-- Dataset records --
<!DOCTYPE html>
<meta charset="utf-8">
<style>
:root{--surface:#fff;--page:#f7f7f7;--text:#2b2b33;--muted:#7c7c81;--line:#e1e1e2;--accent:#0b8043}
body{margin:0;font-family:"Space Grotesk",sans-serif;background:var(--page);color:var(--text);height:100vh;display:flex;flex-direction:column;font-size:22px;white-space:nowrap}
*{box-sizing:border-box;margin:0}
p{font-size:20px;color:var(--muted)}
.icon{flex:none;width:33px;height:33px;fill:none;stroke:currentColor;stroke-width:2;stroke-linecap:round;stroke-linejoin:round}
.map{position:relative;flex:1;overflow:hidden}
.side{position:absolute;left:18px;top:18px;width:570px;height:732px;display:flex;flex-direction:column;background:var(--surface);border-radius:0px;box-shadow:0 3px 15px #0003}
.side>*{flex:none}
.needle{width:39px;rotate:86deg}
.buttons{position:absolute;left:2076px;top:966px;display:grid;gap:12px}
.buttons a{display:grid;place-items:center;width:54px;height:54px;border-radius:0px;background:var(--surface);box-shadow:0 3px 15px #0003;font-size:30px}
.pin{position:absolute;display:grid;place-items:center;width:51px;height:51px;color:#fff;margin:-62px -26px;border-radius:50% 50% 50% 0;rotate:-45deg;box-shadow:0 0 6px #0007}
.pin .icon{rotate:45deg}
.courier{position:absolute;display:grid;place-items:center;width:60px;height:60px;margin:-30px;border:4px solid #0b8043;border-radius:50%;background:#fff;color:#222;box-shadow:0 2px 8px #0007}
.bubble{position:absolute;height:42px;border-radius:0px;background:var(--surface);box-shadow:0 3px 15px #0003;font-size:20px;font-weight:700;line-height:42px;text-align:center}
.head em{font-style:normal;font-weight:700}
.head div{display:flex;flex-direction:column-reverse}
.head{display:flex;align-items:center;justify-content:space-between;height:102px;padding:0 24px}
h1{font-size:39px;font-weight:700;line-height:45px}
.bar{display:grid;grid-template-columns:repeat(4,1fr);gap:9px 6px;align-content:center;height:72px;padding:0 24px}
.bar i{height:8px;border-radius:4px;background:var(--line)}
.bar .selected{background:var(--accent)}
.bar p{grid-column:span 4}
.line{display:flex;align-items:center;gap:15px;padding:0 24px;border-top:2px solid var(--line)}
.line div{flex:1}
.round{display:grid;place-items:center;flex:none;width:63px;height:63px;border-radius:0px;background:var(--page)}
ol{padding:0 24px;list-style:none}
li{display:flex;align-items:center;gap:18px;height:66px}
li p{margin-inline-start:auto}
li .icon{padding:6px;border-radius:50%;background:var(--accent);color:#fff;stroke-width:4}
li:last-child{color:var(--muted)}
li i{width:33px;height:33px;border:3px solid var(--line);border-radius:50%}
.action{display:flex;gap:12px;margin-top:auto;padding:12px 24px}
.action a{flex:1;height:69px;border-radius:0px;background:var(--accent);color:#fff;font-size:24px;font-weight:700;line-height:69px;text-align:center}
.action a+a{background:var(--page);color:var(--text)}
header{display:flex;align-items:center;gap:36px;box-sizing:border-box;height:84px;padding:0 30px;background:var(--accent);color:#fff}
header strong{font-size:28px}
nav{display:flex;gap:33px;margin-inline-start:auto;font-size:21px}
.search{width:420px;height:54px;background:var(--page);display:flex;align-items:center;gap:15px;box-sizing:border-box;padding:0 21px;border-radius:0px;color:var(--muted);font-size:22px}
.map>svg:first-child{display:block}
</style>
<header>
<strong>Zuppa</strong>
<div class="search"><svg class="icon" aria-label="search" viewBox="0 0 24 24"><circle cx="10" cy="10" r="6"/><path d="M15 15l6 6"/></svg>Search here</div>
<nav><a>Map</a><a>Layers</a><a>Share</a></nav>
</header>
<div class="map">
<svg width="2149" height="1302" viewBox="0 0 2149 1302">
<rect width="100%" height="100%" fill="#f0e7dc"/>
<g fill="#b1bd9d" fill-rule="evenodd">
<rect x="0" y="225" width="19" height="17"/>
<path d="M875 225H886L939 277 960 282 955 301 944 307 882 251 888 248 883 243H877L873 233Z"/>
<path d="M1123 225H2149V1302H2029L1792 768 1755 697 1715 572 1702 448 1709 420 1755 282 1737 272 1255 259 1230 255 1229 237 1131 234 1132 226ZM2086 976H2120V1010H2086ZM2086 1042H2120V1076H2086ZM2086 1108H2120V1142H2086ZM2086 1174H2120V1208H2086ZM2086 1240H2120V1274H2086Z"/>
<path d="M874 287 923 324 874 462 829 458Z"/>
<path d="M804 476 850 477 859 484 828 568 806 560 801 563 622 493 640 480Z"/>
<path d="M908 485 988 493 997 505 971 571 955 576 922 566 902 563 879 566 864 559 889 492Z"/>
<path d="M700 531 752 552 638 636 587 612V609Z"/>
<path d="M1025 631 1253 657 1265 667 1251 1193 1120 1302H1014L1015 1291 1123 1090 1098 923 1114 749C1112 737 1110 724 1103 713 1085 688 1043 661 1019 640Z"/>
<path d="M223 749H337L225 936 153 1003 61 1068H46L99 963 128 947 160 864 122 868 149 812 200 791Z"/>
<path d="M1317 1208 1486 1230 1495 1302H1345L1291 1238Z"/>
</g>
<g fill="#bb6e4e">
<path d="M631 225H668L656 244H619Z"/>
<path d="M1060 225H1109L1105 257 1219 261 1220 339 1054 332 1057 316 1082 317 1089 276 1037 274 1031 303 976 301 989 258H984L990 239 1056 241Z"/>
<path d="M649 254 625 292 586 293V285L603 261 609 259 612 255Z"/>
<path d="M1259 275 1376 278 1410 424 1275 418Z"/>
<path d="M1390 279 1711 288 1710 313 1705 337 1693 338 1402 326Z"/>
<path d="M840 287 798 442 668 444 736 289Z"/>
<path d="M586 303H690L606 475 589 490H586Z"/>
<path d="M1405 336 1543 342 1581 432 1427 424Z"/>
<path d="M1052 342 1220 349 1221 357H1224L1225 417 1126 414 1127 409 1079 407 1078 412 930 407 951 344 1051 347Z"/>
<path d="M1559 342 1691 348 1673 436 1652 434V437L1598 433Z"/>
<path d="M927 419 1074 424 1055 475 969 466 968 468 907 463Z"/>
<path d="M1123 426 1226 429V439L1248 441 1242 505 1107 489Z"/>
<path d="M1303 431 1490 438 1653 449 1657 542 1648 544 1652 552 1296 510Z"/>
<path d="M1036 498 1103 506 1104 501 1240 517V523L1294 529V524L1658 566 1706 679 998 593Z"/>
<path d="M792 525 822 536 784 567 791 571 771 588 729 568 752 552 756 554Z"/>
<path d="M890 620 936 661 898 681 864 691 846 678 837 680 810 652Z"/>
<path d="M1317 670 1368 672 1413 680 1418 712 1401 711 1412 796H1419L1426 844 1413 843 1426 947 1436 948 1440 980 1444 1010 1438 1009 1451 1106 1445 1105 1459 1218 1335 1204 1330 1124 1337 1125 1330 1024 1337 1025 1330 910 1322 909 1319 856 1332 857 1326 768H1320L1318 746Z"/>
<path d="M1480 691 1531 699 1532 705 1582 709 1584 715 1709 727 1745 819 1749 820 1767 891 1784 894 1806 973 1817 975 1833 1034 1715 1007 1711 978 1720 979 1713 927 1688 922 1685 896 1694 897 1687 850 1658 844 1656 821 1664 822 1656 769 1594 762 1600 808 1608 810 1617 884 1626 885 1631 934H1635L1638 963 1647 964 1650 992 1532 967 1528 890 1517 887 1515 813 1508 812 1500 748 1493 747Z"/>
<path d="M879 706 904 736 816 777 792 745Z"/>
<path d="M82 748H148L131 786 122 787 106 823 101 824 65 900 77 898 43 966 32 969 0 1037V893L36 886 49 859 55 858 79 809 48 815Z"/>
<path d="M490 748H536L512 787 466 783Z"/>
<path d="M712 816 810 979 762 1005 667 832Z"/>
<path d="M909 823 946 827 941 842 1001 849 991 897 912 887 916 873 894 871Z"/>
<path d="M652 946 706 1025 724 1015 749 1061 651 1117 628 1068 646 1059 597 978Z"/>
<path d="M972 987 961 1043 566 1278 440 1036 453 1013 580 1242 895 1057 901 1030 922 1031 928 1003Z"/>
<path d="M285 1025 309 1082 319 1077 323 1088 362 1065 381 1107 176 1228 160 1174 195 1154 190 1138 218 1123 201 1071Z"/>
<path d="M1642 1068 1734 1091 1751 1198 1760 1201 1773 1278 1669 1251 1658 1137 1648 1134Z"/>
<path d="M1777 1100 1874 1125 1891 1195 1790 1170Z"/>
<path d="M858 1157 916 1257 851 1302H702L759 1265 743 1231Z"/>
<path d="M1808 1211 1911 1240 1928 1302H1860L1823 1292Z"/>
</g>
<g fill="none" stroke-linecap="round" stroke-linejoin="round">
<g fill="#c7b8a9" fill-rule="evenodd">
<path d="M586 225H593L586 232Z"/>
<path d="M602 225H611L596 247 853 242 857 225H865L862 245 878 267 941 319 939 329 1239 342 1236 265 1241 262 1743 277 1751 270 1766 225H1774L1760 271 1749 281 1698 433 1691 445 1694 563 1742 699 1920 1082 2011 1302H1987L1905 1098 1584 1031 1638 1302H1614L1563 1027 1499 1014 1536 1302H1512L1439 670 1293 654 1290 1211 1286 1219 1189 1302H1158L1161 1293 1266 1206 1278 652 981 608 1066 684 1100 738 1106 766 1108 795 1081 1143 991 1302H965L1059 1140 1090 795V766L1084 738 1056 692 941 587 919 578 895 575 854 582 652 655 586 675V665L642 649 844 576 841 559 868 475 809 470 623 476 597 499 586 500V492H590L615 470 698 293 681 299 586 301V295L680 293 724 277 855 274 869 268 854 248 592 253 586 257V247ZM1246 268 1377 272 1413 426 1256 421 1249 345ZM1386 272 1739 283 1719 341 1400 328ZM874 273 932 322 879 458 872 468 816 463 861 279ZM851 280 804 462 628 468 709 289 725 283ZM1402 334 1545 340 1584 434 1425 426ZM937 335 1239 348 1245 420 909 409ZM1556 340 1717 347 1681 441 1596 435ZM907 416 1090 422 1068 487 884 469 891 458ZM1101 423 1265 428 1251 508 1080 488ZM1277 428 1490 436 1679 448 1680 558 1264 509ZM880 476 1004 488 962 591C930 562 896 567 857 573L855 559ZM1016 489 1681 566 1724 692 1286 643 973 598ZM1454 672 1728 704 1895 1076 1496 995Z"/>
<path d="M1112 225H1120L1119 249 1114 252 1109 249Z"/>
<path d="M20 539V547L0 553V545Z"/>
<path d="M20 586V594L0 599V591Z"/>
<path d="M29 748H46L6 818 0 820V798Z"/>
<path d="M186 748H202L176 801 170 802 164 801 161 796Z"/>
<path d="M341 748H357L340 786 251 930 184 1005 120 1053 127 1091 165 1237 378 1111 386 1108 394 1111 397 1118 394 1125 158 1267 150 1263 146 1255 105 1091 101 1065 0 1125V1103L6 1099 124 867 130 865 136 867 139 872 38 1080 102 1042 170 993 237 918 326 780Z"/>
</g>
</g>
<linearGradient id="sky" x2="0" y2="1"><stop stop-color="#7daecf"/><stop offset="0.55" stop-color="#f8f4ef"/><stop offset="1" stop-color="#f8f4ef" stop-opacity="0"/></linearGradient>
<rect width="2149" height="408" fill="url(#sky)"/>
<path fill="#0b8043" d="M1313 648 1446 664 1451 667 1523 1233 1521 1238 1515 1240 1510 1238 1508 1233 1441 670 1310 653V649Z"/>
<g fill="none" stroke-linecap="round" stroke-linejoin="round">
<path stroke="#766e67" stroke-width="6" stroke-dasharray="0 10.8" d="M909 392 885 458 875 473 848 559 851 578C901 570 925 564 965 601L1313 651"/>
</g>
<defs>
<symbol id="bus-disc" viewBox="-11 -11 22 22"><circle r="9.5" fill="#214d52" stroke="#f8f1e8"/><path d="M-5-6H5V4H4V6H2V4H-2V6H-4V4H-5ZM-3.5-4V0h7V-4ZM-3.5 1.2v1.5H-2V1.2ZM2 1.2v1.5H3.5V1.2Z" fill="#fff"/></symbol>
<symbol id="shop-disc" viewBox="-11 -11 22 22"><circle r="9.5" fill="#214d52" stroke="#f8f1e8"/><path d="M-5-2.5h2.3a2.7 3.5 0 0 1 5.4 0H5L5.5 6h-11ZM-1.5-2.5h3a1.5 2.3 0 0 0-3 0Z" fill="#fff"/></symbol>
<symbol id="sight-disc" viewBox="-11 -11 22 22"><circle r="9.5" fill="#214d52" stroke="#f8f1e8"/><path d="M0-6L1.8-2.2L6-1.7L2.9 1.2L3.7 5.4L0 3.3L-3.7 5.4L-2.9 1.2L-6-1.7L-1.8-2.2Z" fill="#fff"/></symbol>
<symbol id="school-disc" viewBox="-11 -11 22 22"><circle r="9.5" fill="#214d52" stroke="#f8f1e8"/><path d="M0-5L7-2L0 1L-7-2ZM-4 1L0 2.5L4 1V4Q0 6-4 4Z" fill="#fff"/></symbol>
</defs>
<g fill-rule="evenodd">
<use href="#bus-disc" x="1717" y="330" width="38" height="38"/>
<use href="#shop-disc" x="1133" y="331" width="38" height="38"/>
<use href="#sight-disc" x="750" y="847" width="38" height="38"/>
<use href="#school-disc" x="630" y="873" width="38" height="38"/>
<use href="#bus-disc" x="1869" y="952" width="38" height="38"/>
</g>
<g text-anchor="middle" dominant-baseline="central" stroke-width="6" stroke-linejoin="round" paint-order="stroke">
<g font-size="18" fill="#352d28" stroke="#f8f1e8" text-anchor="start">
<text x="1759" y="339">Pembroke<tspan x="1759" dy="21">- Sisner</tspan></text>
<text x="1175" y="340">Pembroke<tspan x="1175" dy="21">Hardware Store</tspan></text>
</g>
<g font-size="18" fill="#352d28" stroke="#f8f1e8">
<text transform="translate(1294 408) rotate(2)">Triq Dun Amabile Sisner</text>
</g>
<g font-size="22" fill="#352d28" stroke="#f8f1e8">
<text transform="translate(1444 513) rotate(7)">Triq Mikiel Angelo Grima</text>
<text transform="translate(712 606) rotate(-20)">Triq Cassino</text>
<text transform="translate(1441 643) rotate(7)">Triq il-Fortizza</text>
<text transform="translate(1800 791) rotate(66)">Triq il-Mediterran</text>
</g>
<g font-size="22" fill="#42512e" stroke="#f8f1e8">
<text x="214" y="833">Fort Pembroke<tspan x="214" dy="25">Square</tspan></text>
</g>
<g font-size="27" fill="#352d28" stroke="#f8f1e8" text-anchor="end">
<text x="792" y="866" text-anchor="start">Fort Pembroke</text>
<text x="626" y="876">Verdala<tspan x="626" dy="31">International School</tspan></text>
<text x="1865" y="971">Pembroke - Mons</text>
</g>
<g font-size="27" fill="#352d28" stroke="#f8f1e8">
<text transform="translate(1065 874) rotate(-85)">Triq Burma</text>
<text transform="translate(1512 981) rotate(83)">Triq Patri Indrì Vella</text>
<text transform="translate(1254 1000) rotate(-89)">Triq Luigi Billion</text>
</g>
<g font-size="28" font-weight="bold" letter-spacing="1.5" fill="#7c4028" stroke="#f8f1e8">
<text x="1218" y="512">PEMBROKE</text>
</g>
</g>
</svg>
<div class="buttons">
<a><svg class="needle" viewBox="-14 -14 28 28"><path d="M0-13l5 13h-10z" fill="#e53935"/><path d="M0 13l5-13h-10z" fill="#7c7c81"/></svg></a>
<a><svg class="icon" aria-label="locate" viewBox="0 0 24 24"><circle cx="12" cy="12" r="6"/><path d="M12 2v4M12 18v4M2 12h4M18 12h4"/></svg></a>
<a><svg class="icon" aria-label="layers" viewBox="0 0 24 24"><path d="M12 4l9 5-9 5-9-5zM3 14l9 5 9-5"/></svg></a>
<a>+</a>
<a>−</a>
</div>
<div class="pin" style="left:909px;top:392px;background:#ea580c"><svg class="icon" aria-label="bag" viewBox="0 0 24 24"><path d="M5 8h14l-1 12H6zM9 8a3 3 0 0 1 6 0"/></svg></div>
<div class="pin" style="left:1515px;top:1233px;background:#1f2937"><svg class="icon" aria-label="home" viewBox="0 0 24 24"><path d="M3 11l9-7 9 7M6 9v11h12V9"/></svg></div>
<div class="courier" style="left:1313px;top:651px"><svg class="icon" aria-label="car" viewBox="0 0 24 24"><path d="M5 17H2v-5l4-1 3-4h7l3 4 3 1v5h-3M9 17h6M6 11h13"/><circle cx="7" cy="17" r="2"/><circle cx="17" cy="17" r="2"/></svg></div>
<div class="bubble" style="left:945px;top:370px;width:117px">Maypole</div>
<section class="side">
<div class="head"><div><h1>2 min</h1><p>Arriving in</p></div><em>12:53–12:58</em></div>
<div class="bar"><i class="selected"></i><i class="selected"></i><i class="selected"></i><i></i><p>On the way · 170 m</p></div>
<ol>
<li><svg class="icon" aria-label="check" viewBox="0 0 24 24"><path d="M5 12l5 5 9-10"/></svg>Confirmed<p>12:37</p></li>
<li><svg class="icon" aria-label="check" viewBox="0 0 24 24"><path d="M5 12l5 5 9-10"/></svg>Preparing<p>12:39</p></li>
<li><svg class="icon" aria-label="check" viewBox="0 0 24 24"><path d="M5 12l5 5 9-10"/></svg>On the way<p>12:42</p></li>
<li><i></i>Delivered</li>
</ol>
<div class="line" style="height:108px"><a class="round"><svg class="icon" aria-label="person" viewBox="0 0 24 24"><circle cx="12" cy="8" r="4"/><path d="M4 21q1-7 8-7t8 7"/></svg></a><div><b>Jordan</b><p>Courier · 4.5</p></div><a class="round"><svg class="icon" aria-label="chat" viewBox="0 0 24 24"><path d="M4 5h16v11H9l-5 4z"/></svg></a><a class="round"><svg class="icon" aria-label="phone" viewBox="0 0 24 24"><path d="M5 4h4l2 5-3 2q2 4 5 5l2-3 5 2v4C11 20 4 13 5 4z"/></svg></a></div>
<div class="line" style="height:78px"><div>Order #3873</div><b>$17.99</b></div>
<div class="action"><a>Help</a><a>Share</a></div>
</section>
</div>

-- Exercise prompt --
Search the data for "evenodd". Copy every line that has it.

-- Result --
<g fill="#b1bd9d" fill-rule="evenodd">
<g fill="#c7b8a9" fill-rule="evenodd">
<g fill-rule="evenodd">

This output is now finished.